> [BRIEF]:
The records follow. Count the lines holding "stream" and give only the number.

[Saved entries]
++++
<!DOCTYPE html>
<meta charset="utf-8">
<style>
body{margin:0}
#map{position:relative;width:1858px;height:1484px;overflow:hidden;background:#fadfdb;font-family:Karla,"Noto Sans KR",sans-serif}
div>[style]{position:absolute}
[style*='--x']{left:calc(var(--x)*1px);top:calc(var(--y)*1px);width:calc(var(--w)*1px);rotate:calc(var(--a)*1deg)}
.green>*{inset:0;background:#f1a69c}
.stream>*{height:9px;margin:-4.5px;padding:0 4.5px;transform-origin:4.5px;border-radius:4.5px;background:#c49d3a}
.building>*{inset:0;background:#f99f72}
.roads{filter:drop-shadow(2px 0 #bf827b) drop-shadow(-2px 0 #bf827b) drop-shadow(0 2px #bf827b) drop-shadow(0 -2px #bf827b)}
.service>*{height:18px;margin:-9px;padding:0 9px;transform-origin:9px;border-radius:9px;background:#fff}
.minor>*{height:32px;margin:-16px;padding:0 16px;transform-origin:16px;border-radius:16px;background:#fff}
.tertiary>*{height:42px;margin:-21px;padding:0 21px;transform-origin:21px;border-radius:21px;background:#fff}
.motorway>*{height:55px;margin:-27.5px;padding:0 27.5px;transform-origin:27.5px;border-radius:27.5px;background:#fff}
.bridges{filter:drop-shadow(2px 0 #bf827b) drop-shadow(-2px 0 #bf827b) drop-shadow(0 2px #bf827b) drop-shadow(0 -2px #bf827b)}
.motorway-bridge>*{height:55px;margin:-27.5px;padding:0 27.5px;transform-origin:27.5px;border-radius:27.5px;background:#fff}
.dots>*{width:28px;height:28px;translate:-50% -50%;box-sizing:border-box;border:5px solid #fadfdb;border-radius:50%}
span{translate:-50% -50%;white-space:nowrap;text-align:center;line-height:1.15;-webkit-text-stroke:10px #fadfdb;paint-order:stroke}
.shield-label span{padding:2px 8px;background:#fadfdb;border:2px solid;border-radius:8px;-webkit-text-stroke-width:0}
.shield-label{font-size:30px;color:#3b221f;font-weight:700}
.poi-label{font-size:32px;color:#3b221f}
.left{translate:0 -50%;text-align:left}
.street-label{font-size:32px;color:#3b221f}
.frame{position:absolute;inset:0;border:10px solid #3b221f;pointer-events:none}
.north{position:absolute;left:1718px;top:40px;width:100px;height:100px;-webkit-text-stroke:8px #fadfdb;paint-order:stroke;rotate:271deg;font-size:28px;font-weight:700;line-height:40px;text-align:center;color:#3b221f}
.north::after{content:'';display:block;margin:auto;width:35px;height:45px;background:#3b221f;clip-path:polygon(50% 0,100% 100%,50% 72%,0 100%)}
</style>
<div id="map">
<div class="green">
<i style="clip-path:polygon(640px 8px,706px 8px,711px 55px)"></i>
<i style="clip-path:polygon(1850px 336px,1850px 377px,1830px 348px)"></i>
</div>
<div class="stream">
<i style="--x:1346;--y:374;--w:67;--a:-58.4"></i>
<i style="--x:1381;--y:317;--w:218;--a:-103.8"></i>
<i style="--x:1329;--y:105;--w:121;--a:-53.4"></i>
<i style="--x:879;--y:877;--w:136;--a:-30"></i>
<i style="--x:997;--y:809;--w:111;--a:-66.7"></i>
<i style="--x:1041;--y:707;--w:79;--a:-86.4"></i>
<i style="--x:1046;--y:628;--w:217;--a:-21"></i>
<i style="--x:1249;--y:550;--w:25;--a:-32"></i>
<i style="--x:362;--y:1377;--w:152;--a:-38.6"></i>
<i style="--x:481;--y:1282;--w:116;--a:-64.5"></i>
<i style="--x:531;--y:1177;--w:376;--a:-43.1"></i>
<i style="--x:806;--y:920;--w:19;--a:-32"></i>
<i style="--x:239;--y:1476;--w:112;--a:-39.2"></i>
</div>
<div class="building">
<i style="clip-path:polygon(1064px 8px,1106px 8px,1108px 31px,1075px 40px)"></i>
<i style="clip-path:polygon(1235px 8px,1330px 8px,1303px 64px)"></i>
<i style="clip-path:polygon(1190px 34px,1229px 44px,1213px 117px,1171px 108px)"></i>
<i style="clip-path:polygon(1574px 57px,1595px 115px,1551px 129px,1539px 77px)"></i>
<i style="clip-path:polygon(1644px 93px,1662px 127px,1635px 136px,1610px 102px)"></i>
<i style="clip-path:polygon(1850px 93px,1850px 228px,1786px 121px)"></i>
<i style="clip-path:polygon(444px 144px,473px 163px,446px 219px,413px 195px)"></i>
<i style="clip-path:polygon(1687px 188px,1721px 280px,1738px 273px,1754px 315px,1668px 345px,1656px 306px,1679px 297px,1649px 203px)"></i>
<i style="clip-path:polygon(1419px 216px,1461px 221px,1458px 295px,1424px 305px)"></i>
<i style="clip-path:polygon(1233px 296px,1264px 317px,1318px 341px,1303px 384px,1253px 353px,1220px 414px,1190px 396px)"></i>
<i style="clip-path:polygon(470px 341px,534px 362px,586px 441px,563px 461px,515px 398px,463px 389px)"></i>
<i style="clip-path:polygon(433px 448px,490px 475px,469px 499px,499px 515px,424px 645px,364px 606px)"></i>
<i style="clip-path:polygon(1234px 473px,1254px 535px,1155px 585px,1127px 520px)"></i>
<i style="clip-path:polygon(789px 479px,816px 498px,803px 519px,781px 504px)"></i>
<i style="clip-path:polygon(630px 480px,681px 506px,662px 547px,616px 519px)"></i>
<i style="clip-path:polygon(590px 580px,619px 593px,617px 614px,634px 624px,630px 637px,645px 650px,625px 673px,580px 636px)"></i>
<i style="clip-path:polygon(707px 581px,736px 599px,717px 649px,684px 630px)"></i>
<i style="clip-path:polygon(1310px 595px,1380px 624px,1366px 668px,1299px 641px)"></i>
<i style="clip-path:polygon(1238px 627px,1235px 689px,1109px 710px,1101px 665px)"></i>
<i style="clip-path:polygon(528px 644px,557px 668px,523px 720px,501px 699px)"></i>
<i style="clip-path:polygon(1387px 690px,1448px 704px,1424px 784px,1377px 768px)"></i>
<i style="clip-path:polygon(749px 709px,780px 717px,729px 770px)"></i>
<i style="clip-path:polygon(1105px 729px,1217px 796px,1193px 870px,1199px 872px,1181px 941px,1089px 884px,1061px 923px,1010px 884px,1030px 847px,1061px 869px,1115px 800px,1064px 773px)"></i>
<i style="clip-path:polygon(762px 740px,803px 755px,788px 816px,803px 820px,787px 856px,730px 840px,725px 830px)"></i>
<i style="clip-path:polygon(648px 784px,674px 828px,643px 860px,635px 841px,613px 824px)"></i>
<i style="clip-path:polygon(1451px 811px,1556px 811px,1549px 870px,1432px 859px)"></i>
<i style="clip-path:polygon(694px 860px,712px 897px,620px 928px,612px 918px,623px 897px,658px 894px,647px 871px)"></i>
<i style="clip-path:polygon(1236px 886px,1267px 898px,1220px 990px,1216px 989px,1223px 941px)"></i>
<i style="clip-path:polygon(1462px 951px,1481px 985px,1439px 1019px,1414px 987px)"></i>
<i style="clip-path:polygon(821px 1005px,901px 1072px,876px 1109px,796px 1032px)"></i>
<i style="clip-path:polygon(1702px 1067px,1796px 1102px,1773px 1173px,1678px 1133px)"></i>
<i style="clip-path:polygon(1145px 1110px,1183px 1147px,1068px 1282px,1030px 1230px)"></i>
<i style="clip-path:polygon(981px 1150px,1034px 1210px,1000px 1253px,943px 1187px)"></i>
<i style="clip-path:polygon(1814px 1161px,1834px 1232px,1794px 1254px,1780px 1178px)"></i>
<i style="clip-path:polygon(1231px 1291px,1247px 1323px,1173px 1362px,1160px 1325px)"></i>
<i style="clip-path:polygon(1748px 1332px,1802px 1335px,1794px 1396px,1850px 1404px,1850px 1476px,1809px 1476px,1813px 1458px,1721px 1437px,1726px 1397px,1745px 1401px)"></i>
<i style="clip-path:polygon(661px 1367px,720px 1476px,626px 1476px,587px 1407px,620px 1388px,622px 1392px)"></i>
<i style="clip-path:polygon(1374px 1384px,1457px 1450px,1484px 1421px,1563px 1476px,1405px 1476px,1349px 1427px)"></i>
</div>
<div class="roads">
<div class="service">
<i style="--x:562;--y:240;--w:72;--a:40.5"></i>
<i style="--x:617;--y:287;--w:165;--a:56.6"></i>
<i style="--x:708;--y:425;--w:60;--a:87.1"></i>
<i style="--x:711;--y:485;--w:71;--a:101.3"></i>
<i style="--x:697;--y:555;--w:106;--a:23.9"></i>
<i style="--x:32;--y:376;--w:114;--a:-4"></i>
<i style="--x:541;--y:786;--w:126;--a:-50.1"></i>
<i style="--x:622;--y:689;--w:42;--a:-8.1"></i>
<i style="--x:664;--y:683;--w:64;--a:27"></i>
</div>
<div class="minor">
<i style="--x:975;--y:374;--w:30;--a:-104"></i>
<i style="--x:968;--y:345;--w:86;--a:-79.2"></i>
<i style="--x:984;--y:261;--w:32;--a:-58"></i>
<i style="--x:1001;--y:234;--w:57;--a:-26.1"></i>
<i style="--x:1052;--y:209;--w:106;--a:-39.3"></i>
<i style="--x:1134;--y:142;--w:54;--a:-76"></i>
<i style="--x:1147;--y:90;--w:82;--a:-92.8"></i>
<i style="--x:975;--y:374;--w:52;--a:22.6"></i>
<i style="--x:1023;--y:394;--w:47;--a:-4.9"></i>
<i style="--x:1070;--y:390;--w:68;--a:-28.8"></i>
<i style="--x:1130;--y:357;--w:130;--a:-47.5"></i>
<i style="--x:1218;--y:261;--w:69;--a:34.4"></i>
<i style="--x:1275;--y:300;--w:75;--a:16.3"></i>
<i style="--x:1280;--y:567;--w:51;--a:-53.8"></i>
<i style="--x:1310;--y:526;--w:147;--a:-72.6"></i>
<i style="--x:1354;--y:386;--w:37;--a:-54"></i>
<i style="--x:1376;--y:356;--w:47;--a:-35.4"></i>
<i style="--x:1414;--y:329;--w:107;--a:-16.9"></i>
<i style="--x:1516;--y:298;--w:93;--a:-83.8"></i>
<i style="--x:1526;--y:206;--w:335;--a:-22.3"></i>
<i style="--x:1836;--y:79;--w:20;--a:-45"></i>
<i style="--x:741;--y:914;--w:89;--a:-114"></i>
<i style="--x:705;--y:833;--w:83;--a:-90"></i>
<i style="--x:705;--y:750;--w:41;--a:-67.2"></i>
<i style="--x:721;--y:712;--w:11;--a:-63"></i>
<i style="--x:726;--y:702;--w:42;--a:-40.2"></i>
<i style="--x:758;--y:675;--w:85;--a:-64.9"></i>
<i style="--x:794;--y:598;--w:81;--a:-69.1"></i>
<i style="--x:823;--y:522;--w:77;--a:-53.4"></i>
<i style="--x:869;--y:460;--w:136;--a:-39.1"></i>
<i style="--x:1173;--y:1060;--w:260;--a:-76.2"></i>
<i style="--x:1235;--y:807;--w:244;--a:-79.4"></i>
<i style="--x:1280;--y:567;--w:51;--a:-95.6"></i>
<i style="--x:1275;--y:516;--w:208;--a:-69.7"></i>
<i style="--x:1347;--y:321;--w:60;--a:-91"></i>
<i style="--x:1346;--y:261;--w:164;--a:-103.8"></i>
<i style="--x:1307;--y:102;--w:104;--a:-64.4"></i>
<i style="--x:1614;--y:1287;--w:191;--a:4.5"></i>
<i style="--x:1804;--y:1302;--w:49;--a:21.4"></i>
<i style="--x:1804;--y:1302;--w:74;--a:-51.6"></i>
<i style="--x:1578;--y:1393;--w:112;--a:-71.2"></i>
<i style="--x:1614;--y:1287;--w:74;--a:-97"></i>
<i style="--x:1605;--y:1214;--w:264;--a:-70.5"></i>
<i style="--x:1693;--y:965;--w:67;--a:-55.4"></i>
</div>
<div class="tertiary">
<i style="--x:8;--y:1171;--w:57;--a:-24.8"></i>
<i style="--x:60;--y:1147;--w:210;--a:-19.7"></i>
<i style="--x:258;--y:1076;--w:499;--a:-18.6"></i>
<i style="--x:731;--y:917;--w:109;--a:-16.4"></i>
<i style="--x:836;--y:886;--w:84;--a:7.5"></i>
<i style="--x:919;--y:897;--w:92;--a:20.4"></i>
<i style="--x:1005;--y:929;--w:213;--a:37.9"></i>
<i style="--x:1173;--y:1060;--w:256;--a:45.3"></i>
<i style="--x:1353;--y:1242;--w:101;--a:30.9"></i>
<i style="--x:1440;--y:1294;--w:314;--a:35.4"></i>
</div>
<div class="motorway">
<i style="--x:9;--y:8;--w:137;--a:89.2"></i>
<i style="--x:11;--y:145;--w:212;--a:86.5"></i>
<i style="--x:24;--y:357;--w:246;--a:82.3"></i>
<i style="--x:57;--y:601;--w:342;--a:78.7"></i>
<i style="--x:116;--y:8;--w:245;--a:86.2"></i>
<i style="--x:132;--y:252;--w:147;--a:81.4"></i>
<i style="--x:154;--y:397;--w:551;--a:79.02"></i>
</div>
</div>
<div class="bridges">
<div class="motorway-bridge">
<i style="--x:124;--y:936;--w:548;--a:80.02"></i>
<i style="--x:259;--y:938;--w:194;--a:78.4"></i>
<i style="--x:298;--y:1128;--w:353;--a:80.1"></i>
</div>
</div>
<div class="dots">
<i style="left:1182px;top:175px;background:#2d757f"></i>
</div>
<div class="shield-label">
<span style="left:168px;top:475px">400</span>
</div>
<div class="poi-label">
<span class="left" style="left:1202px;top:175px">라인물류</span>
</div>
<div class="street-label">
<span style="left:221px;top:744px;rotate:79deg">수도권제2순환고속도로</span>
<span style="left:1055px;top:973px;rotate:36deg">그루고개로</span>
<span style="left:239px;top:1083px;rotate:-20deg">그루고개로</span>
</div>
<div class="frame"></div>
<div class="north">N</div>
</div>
++++
> [EXERCISE OUTPUT]:
2